*Work to be completed*:
Pull every line that holds the word "Annotate" from the entries.

========

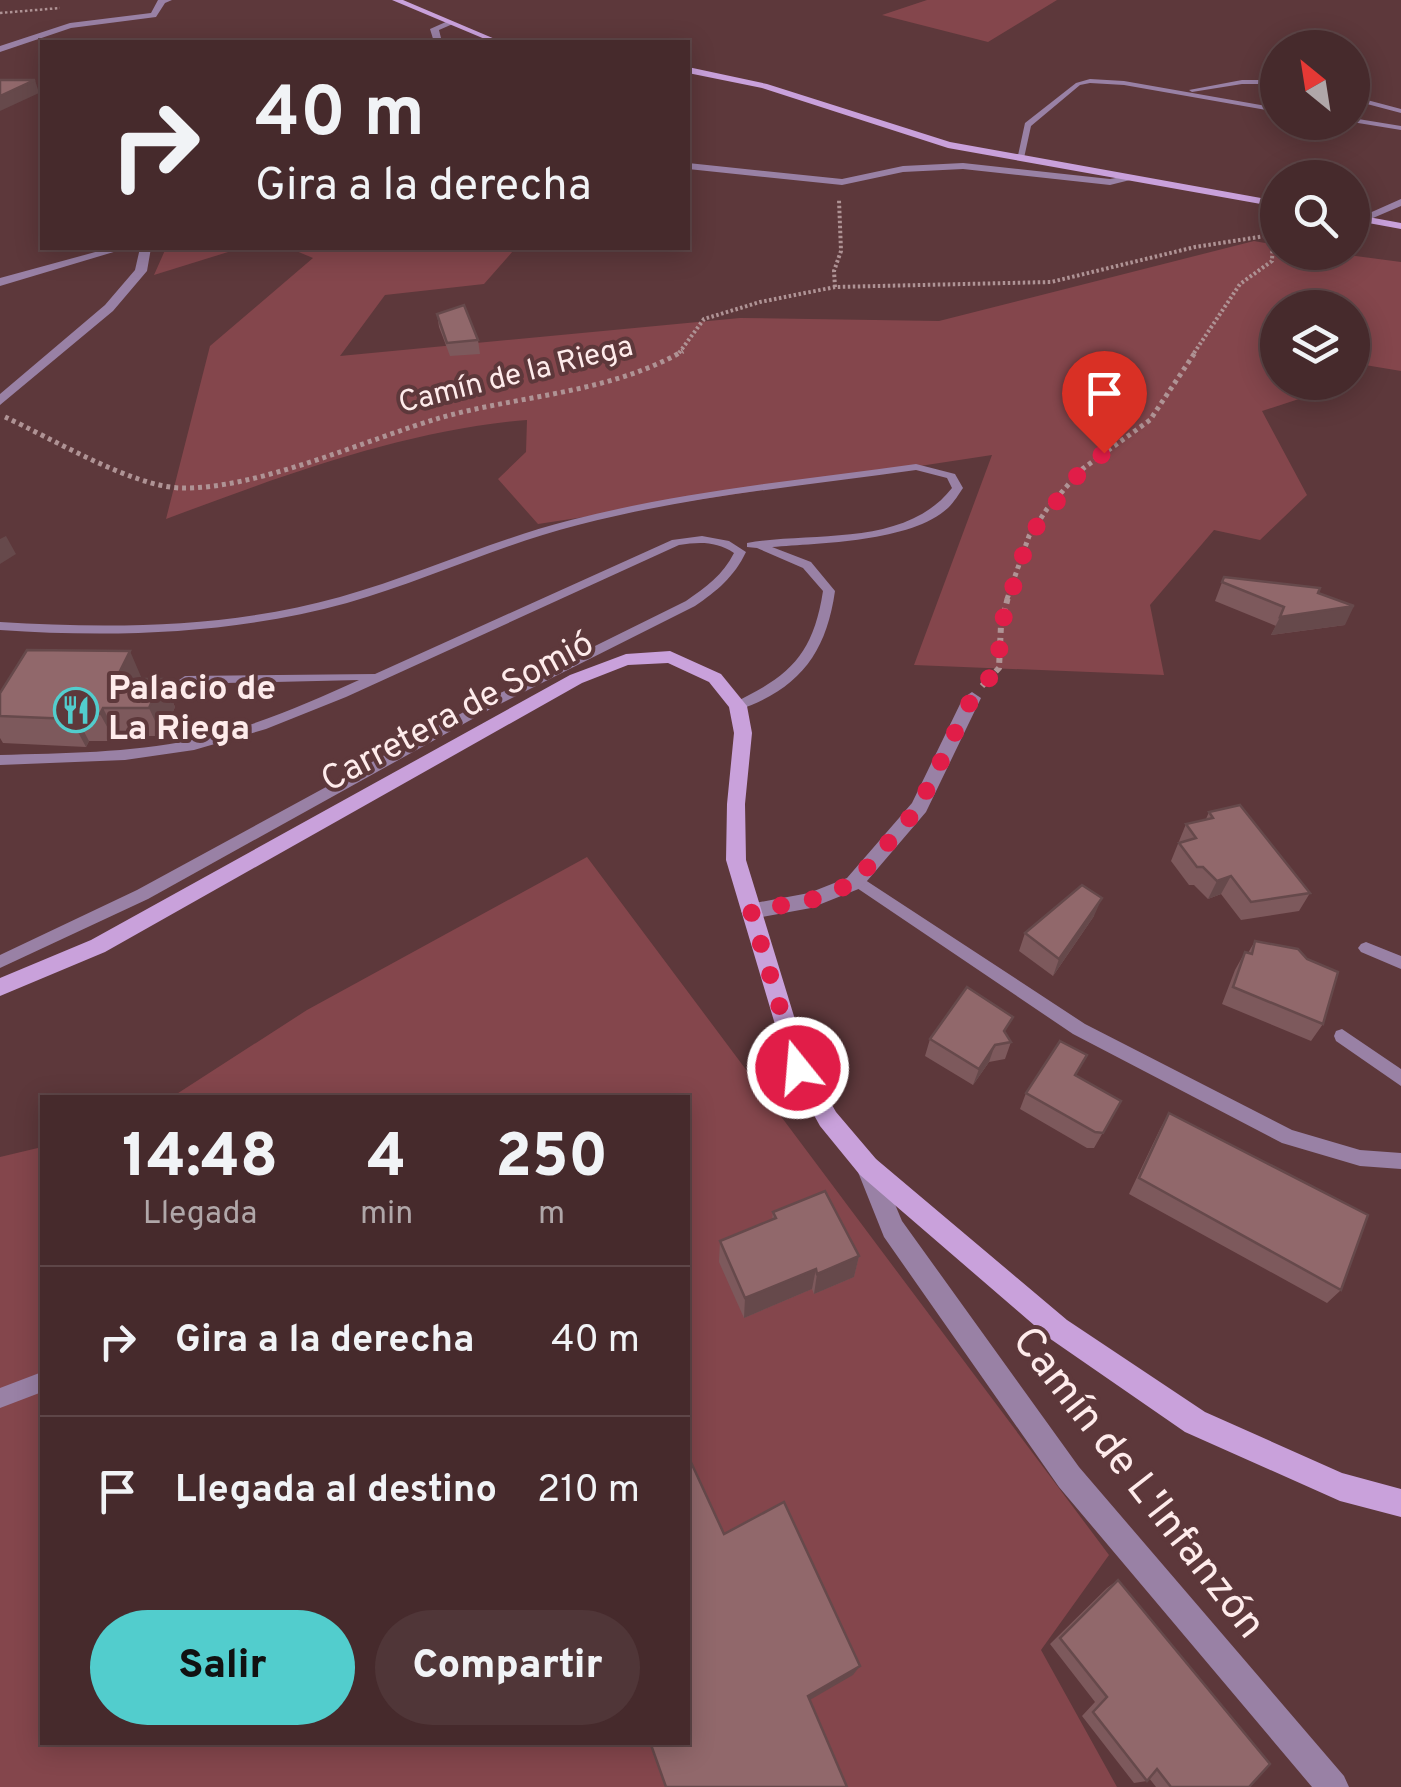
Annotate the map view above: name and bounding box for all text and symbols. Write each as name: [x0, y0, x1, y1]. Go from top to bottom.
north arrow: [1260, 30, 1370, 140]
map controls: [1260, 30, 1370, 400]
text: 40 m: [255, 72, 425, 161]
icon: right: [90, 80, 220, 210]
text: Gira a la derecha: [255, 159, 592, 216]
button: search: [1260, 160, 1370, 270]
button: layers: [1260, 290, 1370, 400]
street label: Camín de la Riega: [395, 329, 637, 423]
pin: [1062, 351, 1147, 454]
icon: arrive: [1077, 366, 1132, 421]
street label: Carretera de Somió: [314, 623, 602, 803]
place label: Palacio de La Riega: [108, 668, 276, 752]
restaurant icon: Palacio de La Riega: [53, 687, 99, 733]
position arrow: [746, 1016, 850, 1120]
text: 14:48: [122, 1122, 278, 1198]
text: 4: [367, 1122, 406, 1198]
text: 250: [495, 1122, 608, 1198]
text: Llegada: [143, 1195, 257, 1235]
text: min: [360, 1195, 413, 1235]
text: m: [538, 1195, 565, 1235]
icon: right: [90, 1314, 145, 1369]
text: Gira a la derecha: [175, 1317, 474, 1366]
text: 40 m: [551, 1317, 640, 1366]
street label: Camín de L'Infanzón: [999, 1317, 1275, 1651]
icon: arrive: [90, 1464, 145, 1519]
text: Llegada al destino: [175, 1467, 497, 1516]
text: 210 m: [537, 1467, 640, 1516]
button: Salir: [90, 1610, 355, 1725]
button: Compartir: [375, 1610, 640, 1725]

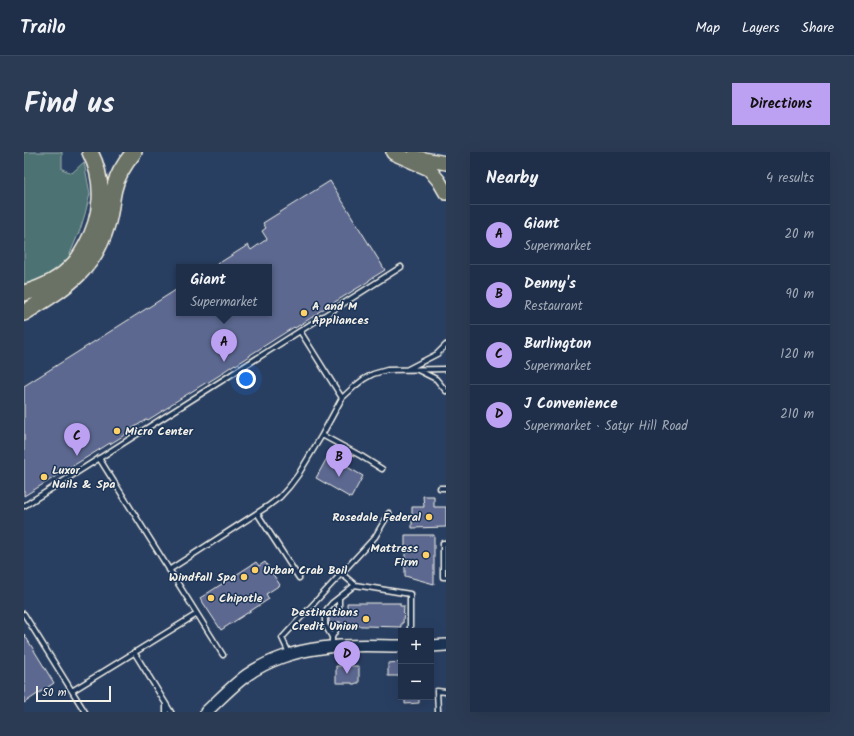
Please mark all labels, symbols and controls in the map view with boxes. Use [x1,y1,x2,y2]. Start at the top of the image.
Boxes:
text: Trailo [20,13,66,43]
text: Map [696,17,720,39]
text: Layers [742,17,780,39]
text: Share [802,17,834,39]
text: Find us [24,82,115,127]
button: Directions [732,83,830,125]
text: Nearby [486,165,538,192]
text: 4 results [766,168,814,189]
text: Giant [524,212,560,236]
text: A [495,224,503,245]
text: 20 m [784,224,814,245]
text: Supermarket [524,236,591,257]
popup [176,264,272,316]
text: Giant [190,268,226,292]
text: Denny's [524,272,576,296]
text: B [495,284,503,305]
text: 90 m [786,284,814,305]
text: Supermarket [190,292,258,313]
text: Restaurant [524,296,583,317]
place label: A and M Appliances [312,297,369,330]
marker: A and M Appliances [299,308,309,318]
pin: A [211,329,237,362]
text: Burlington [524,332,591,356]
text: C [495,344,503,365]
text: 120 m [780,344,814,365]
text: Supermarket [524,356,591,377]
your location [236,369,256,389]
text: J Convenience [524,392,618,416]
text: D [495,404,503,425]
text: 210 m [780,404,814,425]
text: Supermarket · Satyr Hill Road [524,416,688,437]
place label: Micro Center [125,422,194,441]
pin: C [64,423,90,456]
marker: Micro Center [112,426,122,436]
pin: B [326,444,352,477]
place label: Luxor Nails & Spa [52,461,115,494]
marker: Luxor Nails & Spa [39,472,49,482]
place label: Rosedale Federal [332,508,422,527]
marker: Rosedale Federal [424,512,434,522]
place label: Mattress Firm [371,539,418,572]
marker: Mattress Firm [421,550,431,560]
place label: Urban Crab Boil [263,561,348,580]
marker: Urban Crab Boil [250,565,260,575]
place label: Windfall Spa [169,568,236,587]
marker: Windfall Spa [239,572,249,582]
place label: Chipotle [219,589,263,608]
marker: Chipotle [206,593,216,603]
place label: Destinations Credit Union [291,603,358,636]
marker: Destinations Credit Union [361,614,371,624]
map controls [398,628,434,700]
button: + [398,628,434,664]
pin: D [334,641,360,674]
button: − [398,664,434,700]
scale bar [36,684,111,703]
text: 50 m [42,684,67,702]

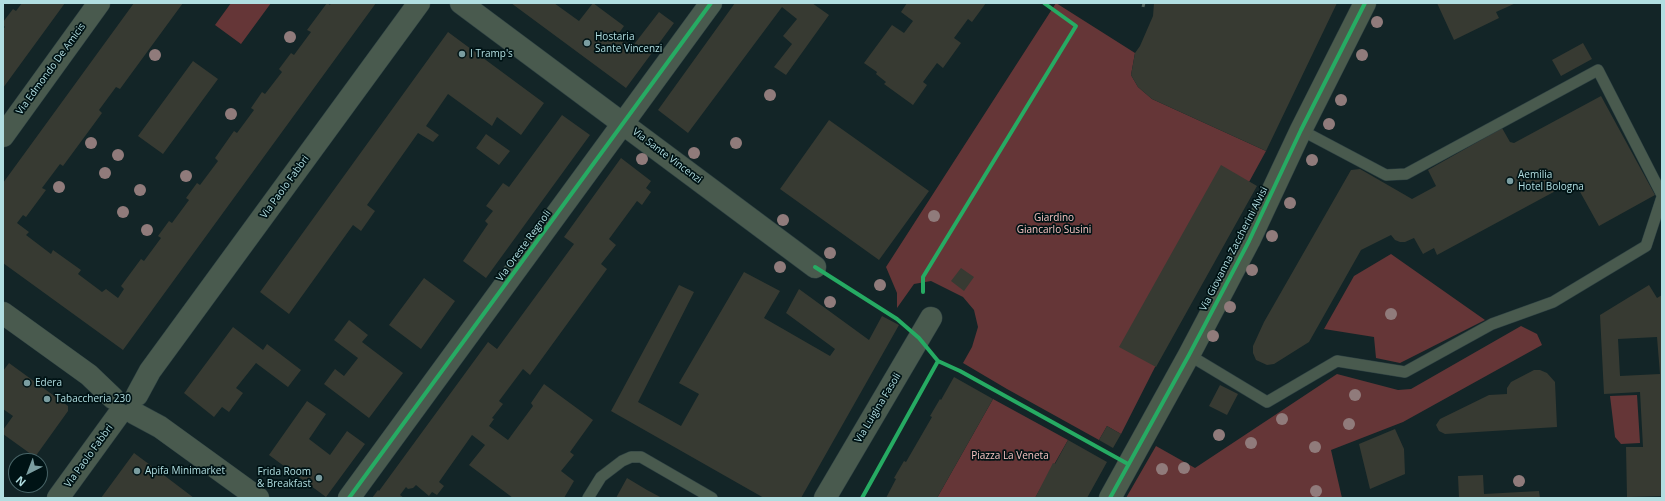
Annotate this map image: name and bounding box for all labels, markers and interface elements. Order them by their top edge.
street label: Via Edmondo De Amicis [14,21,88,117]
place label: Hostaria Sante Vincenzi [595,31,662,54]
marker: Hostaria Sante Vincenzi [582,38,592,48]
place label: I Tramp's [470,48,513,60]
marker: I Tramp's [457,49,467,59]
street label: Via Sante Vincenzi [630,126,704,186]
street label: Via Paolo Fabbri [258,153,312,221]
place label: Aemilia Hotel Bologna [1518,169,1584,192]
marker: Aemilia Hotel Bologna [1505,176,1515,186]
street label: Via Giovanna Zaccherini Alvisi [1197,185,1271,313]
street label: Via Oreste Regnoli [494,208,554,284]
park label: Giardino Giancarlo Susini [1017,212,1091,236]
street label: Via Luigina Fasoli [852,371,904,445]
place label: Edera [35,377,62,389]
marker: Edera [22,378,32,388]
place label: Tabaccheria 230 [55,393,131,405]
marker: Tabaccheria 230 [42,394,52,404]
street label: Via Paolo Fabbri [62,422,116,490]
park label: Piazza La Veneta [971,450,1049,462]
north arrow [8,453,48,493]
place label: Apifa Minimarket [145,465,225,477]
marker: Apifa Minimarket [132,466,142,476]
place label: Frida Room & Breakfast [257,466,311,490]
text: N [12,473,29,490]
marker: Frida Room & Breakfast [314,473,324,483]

========

*Written answer*:
Annotate the map view above: name and bounding box for all text and symbols. Write each as name: [x0, y0, x1, y1]. Go from top to bottom.
Annotate this map image: name and bounding box for all labels, markers and interface elements. Order them by their top edge.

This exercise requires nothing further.